China too, has had high-level contact with Russia in recent days – State Councilor Wang Yi has been holding extensive discussions with President Putin and other senior Russian ministerial and security personnel. That lead to a proposed 12-point Chinese peace plan being released last Friday (February 24) which has been largely dismissed in the West. Doing so however is pushing China to make rather more deep rooted trade and security contingency plans of its own – some of which may be in place for decades if some impasse between the West and Russia cannot be reached.
With Belarus most certainly likely to side with Russia, itself aligned with China, that places Beijing’s influence right up against the borders of Latvia, Lithuania, and Poland. While US President Joe Biden has warned China against supplying weapons to Russia, Belarus remains an option. Clearly, Ukraine will be discussed in Beijing with Xi Jinping. Yet those are likely to be more long-term strategic than military, although the latter component will crop up – especially as Belarus has applied to be a member of the Shanghai Cooperation Organisation and is currently an observer.
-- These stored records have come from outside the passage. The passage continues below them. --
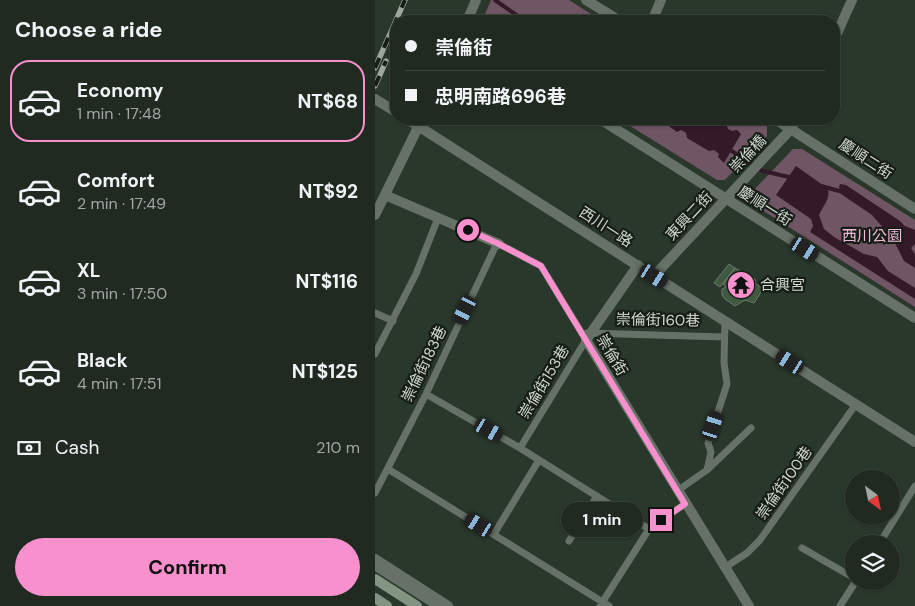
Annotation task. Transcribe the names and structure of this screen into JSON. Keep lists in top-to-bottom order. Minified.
{"streets":{"street":["崇倫橋","慶順二街","慶順一街","東興二街","西川一路","崇倫街160巷","崇倫街"],"lane":["崇倫街183巷","崇倫街153巷","崇倫街100巷"]},"crossings":[["崇倫橋","慶順二街"],["崇倫橋","慶順一街"],["崇倫橋","東興二街"],["慶順一街","東興二街"],["東興二街","西川一路"],["西川一路","崇倫街160巷"],["西川一路","崇倫街100巷"],["崇倫街160巷","崇倫街"],["崇倫街160巷","崇倫街153巷"],["崇倫街","崇倫街183巷"],["崇倫街","崇倫街153巷"],["崇倫街","崇倫街100巷"]],"parks":["西川公園"],"places":{"temple":["合興宮"]},"north":"bottom right","page":{"heading":"Choose a ride","banner":["崇倫街","忠明南路696巷"],"list":[{"name":"Economy","note":"1 min · 17:48","value":"NT$68"},{"name":"Comfort","note":"2 min · 17:49","value":"NT$92"},{"name":"XL","note":"3 min · 17:50","value":"NT$116"},{"name":"Black","note":"4 min · 17:51","value":"NT$125"}],"pay":["Cash","210 m"],"bubble":"1 min","buttons":"Confirm"}}
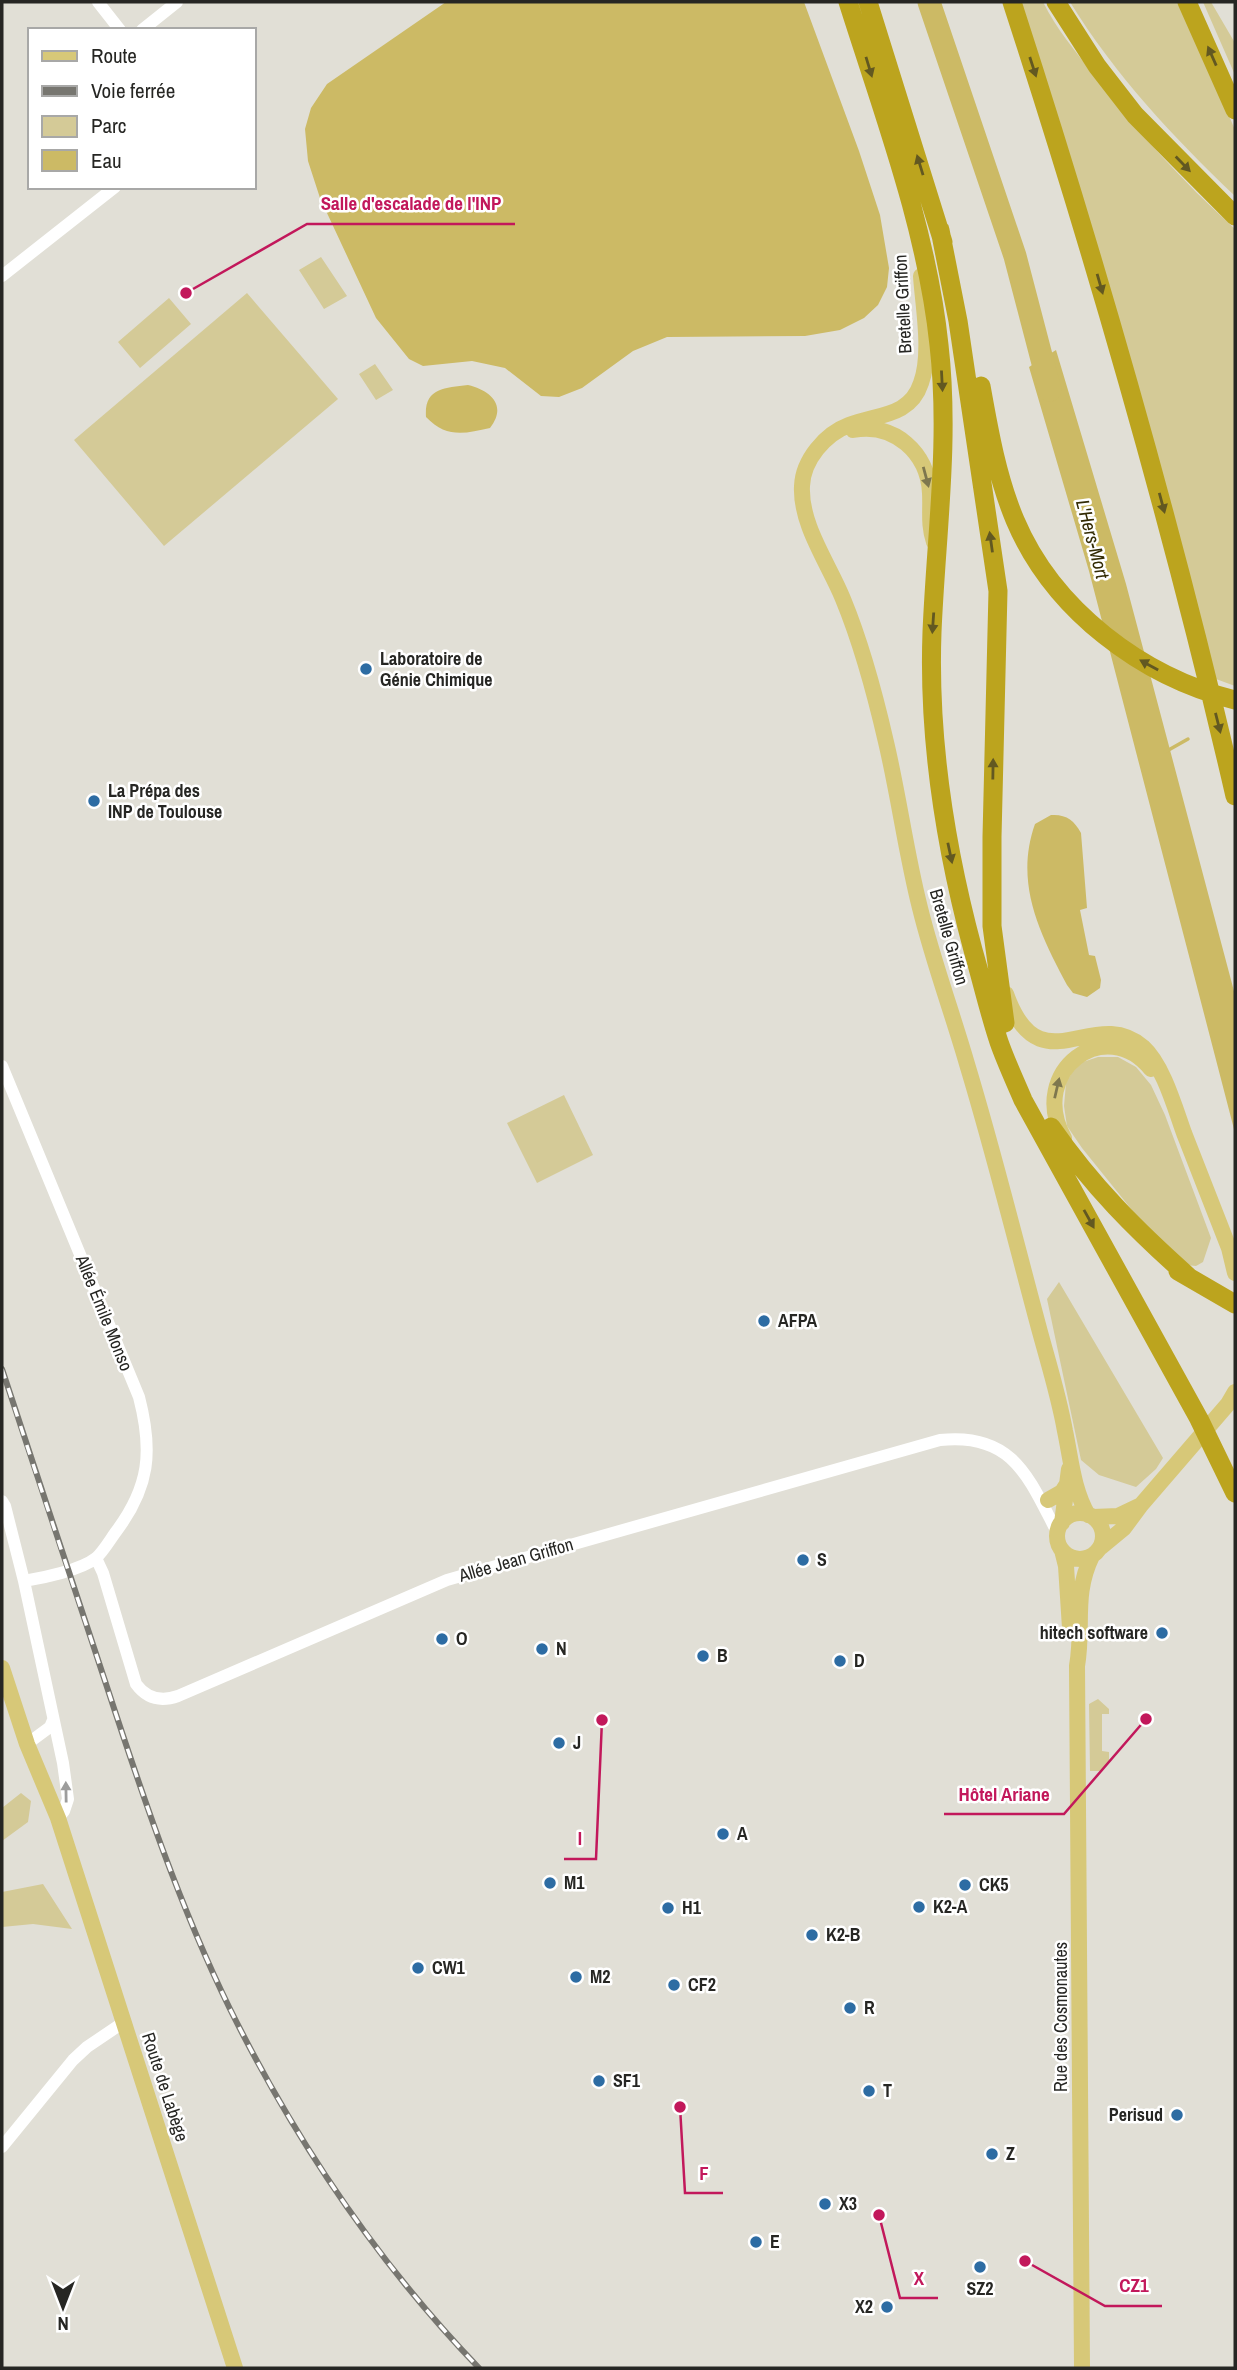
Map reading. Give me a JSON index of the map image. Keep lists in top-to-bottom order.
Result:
{
  "streets": {
    "main road": ["Bretelle Griffon", "Rue des Cosmonautes", "Route de Labège"],
    "street": ["Allée Émile Monso", "Allée Jean Griffon"]
  },
  "crossings": [
    ["Bretelle Griffon", "Allée Jean Griffon"],
    ["Bretelle Griffon", "Rue des Cosmonautes"],
    ["Allée Émile Monso", "Allée Jean Griffon"],
    ["Allée Jean Griffon", "Rue des Cosmonautes"]
  ],
  "water": ["L'Hers-Mort"],
  "places": [
    "Salle d'escalade de l'INP",
    "Laboratoire de Génie Chimique",
    "La Prépa des INP de Toulouse",
    "AFPA",
    "S",
    "hitech software",
    "O",
    "N",
    "B",
    "D",
    "Hôtel Ariane",
    "I",
    "J",
    "A",
    "M1",
    "CK5",
    "K2-A",
    "H1",
    "K2-B",
    "CW1",
    "M2",
    "CF2",
    "R",
    "SF1",
    "T",
    "F",
    "Perisud",
    "Z",
    "X3",
    "X",
    "E",
    "CZ1",
    "SZ2",
    "X2"
  ],
  "legend": [
    "Route",
    "Voie ferrée",
    "Parc",
    "Eau"
  ],
  "north": "bottom"
}
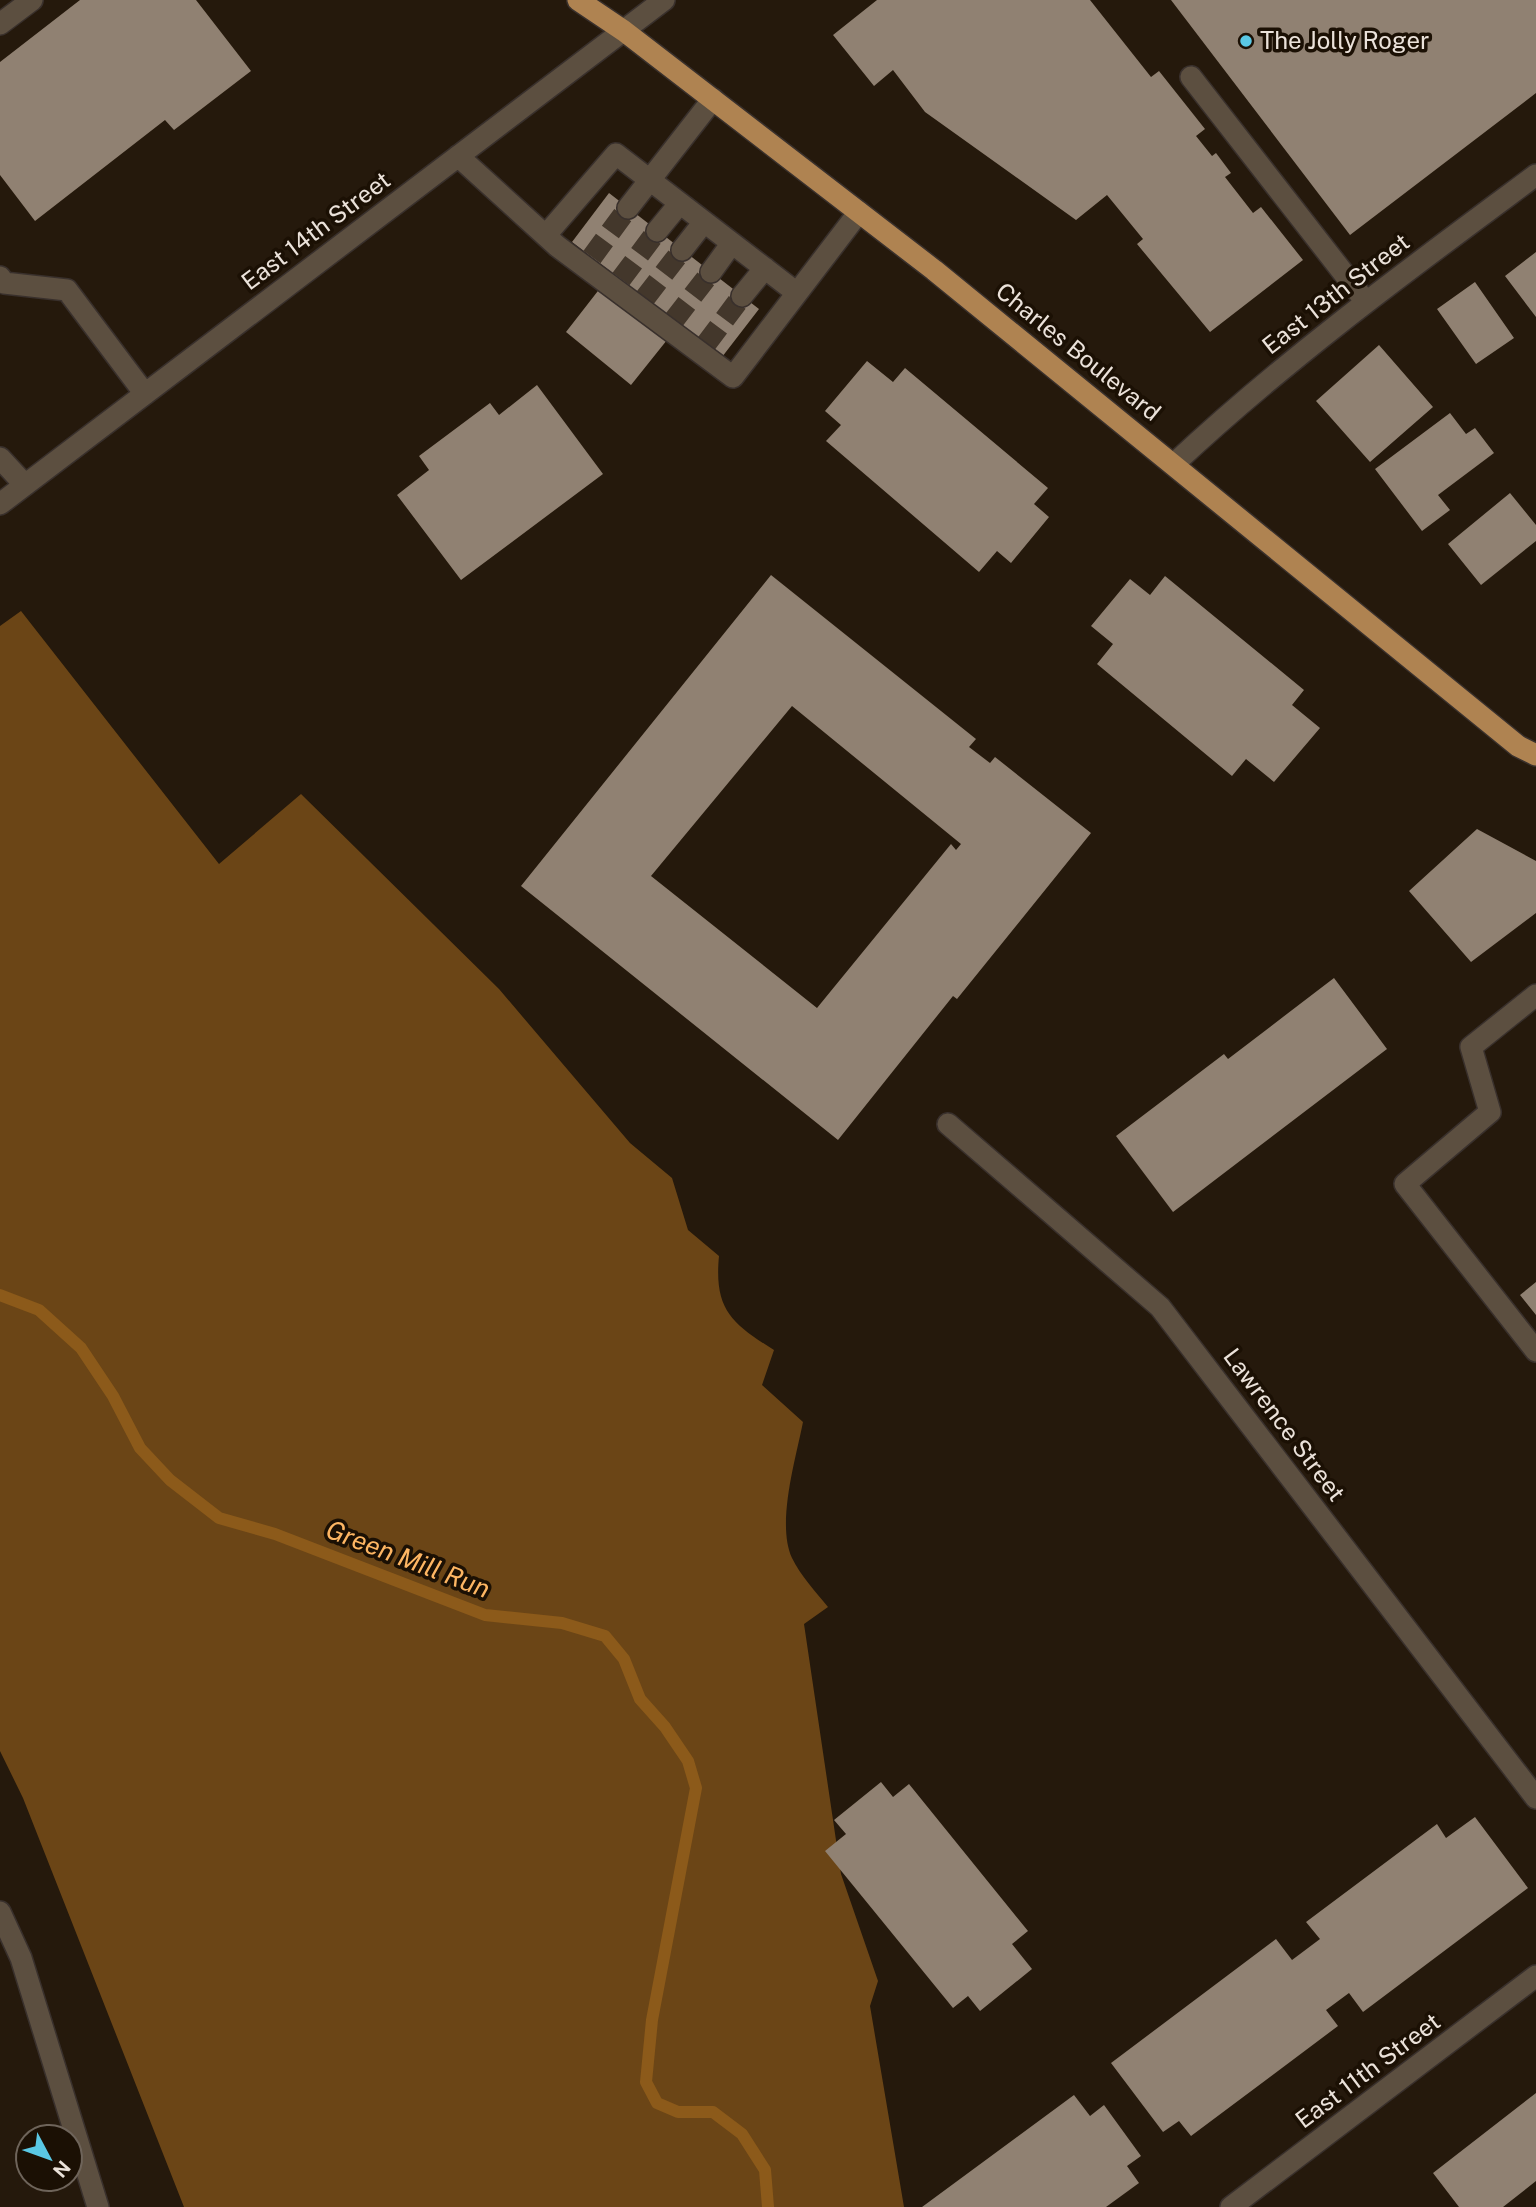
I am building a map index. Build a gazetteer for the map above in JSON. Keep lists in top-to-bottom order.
{
  "streets": {
    "main road": ["Charles Boulevard"],
    "street": [
      "East 14th Street",
      "East 13th Street",
      "Lawrence Street",
      "East 11th Street"
    ]
  },
  "crossings": [
    ["East 14th Street", "Charles Boulevard"],
    ["East 13th Street", "Charles Boulevard"]
  ],
  "water": ["Green Mill Run"],
  "places": ["The Jolly Roger"],
  "north": "bottom right"
}
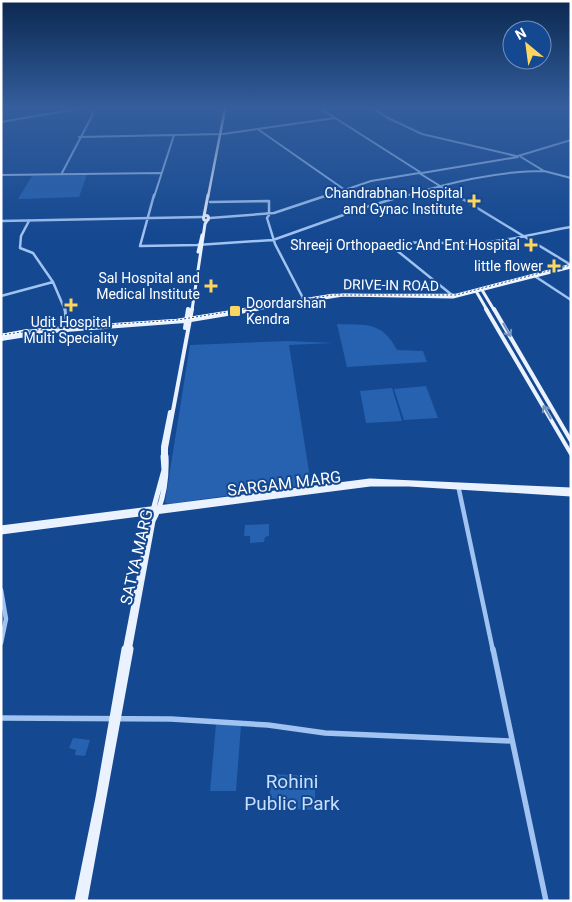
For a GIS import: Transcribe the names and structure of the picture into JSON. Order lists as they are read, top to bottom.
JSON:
{
  "streets": {
    "main road": ["DRIVE-IN ROAD", "SARGAM MARG", "SATYA MARG"]
  },
  "crossings": [
    ["DRIVE-IN ROAD", "SATYA MARG"],
    ["SARGAM MARG", "SATYA MARG"]
  ],
  "parks": ["Rohini Public Park"],
  "places": {
    "health": [
      "Chandrabhan Hospital and Gynac Institute",
      "Shreeji Orthopaedic And Ent Hospital",
      "little flower",
      "Sal Hospital and Medical Institute",
      "Udit Hospital Multi Speciality"
    ],
    "transit": ["Doordarshan Kendra"]
  },
  "north": "top left"
}
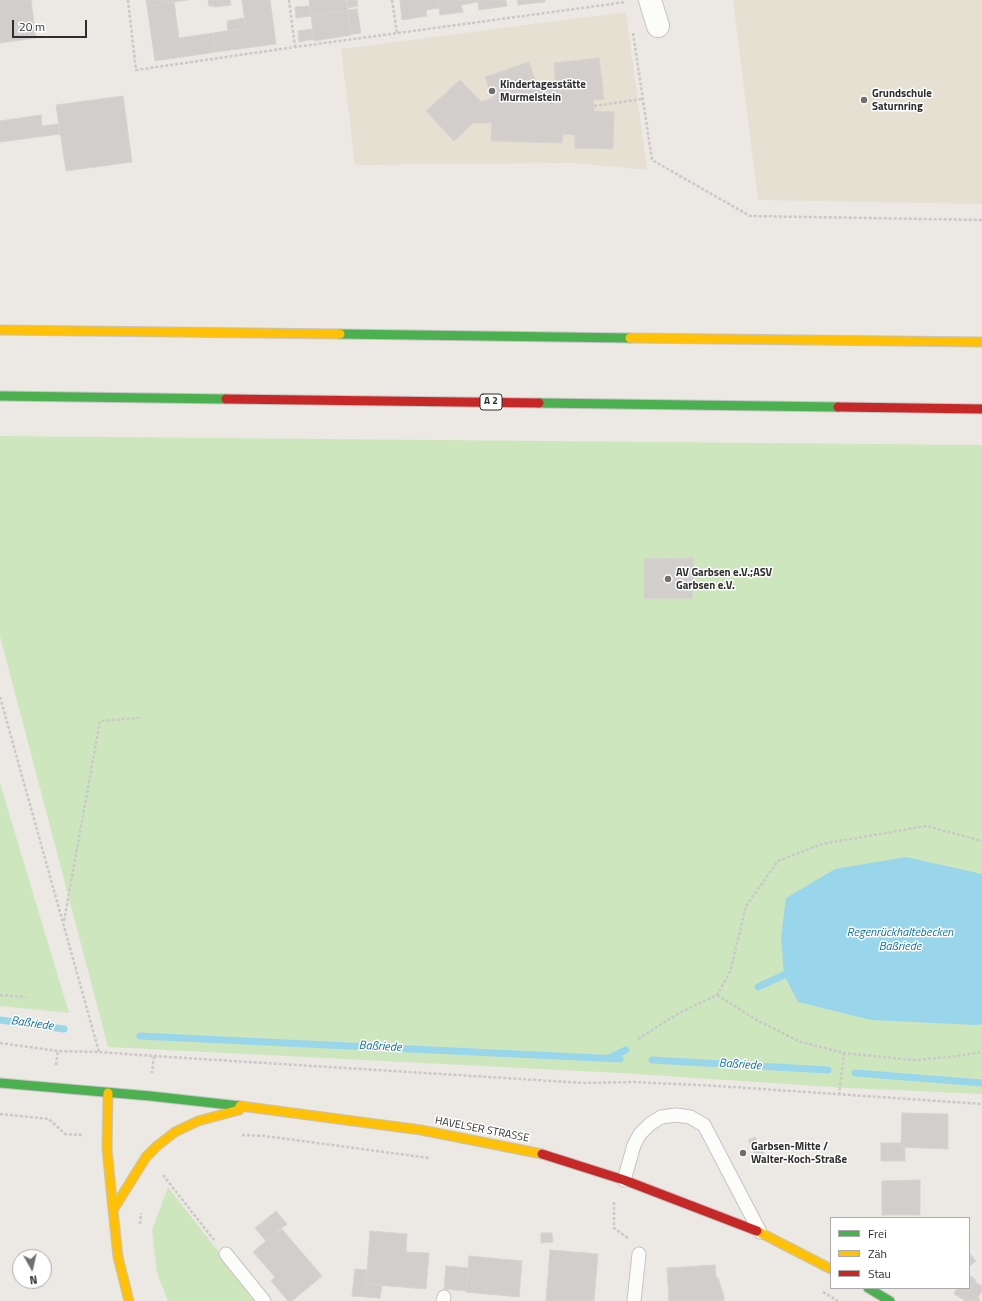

However, Belarus has new-found strategic value for China as it is now the de facto Western border for China’s sphere of influence in the new Eurasia. Belarus has also been sanctioned by the West for its political resistance to change – the EU hasn’t recognized the results of the last Belarus Presidential elections, and organised and financed attempts over overthrow the current President, and has placed additional sanctions upon the country and some of its corporates for support of Moscow during the Ukraine conflict resulting in 70% of Belarus-EU trade now being restricted.
Yet Belarus is a major exporter of timber, fertilizers, and agricultural machinery, as well as being a source of competitive labour. Those are now finding their way to new markets east, instead of subsidizing EU production, and especially in the EU’s own agricultural sector.
The Eurasian Economic Union
Belarus is a member of the Eurasian Economic Union (EAEU), a free trade bloc that also includes Armenia, Russia, Kazakhstan, and Kyrgyzstan. In geographic terms, it fits the space between Eastern Europe and Western China. What isn’t generally acknowledged is that China has a ‘non-preferential’ free trade agreement with the EAEU. This is typically discounted as meaningless, as no official trade tariffs are mandated.
Yet this doesn’t tell the whole story. In discussing this with the EAEU’s own trade negotiator last year, I was told that this instead allows the EAEU and China to agree at a G2G level, as and when required, trade tariff reductions between them, creating a more flexible ‘ebb and flow’ approach to EAEU-China tariff implementation and allowing them to react whenever is required. Instead of having a rigid tariff pact, both sides are flexible and can impose or restrict tariffs as they feel appropriate.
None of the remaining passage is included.